|
|
/ Hathaway Weblog / Messaging |
I wonder if Jeffrey and I are moving in the same direction with respect to technology.
I've been building a system with 6 types of nodes talking to each other in a cluster. There is one central controller, but potentially hundreds of the other 5 node types. The central controller runs ZODB and Zope 3, but I didn't like the idea of nodes talking to the central controller over HTTP as is customary in Zope. All nodes need to be able to send a message at any time as well as detect the disappearance of its peer.

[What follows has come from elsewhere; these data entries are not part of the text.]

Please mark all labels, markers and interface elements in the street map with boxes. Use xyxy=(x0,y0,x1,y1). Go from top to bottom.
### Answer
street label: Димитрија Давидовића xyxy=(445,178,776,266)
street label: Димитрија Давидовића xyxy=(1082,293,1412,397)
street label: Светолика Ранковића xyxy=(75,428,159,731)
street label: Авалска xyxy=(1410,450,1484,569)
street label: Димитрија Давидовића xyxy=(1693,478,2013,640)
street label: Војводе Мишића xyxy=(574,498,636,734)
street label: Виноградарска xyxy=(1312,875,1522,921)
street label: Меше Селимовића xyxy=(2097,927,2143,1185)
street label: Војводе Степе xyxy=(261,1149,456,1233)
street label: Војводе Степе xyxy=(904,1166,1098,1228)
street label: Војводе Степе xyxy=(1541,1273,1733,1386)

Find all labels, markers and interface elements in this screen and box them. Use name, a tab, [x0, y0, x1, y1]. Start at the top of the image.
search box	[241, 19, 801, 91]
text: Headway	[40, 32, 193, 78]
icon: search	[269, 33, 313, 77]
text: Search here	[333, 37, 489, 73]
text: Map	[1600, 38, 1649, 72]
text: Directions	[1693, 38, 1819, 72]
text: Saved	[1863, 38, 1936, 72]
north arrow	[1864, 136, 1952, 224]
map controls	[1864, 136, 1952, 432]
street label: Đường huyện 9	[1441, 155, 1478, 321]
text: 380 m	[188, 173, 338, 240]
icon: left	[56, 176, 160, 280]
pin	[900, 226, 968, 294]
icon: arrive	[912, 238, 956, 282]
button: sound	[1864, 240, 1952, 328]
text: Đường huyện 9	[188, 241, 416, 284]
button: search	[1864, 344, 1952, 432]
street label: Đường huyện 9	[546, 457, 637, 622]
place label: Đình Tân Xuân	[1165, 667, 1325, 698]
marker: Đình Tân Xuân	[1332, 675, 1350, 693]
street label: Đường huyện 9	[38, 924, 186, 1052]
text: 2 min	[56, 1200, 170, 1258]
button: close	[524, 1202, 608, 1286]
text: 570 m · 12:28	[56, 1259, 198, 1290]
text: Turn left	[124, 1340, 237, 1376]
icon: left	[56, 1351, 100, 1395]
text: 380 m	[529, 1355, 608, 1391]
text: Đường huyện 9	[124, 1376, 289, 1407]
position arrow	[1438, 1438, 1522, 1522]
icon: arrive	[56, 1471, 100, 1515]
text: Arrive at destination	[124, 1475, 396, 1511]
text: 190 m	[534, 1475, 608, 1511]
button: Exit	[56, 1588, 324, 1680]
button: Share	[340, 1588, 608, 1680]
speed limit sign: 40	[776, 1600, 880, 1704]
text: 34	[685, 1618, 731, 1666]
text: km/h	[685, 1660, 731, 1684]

So I wrote a simple asynchronous messaging protocol based on a persistent TCP connection. This strategy turned out to be an extremely effective for fault tolerance. You can kill any node and others automatically take over. Nodes never care whether their messages actually arrive at the other end; they simply wait for the next message. A broken connection is treated as just another message, and it usually results in work being suspended or moved to another node.
The central controller runs one state machine for each work item and one for each worker node. It uses transactions, but only to protect itself from internal bugs that throw an exception and would otherwise leave the state machines in an inconsistent state.
The messaging protocol is dead simple. For each message, it sends the length of a message followed by the message, which can be encoded as a Python pickle or an XML-RPC method call. (XML-RPC support is for interoperability with Java nodes.) On the other end, the message is interpreted as an ansychronous method call whose return value is ignored. I like this protocol, but for future systems, I want to find something almost as simple that someone else is maintaining.
Two contenders to replace my protocol are Spread and JMS. Both do just what I'm looking for and probably scale better than my simple protocol. A drawback of Spread is that it runs on UDP, which can be a pain to get through firewalls. A drawback of JMS is that I have to go through a Java bridge. Interestingly, as manageability.org points out, I may not have to make a choice.